Cataldo Calabretta è un giovane produttore presente sul mercato soltanto dal 2012 ma è uno dei nomi che da qualche tempo a questa parte ha generato hype… se ne parla già tanto.
Viticoltori da 4 generazioni “come tutti a Cirò; abbiamo tutti una vigna” dice Cataldo.
Il papà, vivaista di mestiere, non sposa la causa di un progetto volto alla produzione ed è qui che Cataldo grazie agli studi in giro per l’Italia, anche dai grandi della zona come Librandi, porta avanti il progetto di rifondare l’azienda.
I migliori vini a Cirò negli ultimi vent’anni non hanno mai visto la bottiglia… Era ora che i piccoli produttori tornassero ad imbottigliatore autonomamente!
Un territorio come quello calabrese che conta più di cinquanta varietà non può esser lasciato a sé stesso per anni. E’ il momento di tornare sul mercato.
In degustazione il Cirò Classico Superiore 2013 da 100% Gaglioppo.
Un rubino acceso su naso di frutta rossa masticabile, spezie fini e nota balsamica.

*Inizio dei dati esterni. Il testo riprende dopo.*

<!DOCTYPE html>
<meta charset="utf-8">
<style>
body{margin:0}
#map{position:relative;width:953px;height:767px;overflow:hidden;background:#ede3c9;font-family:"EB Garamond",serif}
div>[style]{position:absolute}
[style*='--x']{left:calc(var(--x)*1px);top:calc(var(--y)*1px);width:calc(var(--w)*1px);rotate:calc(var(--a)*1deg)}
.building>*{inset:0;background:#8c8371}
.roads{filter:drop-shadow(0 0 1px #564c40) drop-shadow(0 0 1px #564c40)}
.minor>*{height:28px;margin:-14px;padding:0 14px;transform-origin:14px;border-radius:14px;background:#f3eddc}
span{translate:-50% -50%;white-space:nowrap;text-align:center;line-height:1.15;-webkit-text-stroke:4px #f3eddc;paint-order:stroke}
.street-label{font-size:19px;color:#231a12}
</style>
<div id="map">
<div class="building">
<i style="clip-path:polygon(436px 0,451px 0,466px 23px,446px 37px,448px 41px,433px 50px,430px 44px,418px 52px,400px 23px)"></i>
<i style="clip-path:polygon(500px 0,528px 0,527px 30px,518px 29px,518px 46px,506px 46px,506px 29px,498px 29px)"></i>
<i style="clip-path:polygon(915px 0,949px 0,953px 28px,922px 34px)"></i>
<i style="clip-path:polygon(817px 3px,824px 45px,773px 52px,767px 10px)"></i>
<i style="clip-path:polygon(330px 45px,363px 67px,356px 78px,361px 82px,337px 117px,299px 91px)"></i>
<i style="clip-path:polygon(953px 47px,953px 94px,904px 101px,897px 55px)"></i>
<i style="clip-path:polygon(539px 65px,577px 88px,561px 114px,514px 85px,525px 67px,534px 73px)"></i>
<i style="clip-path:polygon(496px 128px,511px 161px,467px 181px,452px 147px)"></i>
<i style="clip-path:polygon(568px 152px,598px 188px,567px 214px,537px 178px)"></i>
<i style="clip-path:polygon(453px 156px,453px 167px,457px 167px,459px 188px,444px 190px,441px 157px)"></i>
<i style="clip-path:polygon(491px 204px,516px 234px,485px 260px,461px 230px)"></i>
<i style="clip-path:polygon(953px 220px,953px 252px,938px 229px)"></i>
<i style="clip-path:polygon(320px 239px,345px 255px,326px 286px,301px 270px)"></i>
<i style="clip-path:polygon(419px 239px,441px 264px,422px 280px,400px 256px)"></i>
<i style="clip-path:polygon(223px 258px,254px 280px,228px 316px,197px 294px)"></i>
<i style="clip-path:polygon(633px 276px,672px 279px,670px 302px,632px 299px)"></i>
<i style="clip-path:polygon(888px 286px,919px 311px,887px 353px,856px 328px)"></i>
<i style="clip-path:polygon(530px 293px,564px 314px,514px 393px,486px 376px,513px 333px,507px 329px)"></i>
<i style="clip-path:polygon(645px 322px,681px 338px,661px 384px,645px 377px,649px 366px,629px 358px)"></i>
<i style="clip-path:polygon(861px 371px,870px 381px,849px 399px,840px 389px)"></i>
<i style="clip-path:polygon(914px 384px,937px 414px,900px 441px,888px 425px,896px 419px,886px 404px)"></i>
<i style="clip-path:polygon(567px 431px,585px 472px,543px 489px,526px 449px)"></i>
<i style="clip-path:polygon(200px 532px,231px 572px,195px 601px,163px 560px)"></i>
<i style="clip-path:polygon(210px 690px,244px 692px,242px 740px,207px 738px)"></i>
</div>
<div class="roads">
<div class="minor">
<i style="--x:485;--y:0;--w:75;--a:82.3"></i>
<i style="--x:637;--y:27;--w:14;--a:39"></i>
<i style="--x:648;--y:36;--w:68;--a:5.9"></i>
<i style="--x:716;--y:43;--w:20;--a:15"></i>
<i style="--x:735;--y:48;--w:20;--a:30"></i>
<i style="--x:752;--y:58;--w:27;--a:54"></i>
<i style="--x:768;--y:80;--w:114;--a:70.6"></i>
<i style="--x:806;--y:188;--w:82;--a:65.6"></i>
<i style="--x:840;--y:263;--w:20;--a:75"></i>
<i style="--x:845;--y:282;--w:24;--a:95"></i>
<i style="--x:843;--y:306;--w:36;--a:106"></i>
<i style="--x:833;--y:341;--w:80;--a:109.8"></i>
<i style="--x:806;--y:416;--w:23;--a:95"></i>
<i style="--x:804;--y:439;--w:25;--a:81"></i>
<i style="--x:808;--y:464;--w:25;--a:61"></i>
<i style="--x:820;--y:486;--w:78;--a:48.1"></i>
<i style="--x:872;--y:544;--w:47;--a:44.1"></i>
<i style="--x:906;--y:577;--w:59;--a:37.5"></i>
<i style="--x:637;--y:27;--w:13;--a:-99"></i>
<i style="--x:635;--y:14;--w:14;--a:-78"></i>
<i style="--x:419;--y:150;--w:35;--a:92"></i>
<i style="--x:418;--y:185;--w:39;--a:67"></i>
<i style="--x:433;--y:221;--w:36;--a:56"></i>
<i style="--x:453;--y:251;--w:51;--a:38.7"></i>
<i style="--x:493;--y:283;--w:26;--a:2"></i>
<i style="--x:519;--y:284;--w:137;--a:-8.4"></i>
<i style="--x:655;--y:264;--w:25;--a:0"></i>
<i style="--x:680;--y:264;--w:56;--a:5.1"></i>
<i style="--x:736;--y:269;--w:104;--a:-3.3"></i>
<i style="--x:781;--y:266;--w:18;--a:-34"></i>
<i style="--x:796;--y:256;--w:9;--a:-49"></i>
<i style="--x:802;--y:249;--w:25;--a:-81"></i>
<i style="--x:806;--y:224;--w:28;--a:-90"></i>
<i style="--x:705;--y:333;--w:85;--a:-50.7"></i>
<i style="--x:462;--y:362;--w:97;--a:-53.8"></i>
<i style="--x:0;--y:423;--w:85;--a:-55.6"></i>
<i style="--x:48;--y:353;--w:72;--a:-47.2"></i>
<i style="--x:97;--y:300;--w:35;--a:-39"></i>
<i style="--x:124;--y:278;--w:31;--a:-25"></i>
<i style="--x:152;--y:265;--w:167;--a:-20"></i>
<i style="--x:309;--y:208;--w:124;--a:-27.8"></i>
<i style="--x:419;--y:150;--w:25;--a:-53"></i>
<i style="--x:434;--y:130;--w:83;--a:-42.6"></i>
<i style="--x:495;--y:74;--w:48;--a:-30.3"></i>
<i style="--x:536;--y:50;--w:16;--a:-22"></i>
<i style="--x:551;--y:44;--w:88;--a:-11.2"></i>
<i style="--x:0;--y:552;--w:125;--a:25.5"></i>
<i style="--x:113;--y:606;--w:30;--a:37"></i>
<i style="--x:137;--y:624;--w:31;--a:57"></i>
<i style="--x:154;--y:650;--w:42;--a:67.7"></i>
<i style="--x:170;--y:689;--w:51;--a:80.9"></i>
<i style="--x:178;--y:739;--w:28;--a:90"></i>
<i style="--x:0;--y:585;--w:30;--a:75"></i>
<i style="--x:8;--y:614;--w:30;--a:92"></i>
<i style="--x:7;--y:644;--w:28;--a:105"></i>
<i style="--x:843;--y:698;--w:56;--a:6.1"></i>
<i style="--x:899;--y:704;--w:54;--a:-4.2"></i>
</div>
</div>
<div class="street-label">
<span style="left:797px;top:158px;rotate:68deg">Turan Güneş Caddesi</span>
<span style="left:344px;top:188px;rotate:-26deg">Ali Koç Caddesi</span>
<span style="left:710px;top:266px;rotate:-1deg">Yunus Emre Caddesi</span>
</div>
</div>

In bocca è energia pura. Notevole la freschezza, strenuamente sapido, avvolge il palato insieme ad un tannino potente ma rotondo; un giovanotto diremmo, ma molto buono e promettente già oggi.
Un vino dai tratti rustici ma in chiave elegante.
Cataldo non vorrebbe, lo so, ma indubbiamente non si può dire che non sia un vino baroleggiante, ottimo oggi ma dal grandissimo potenziale domani.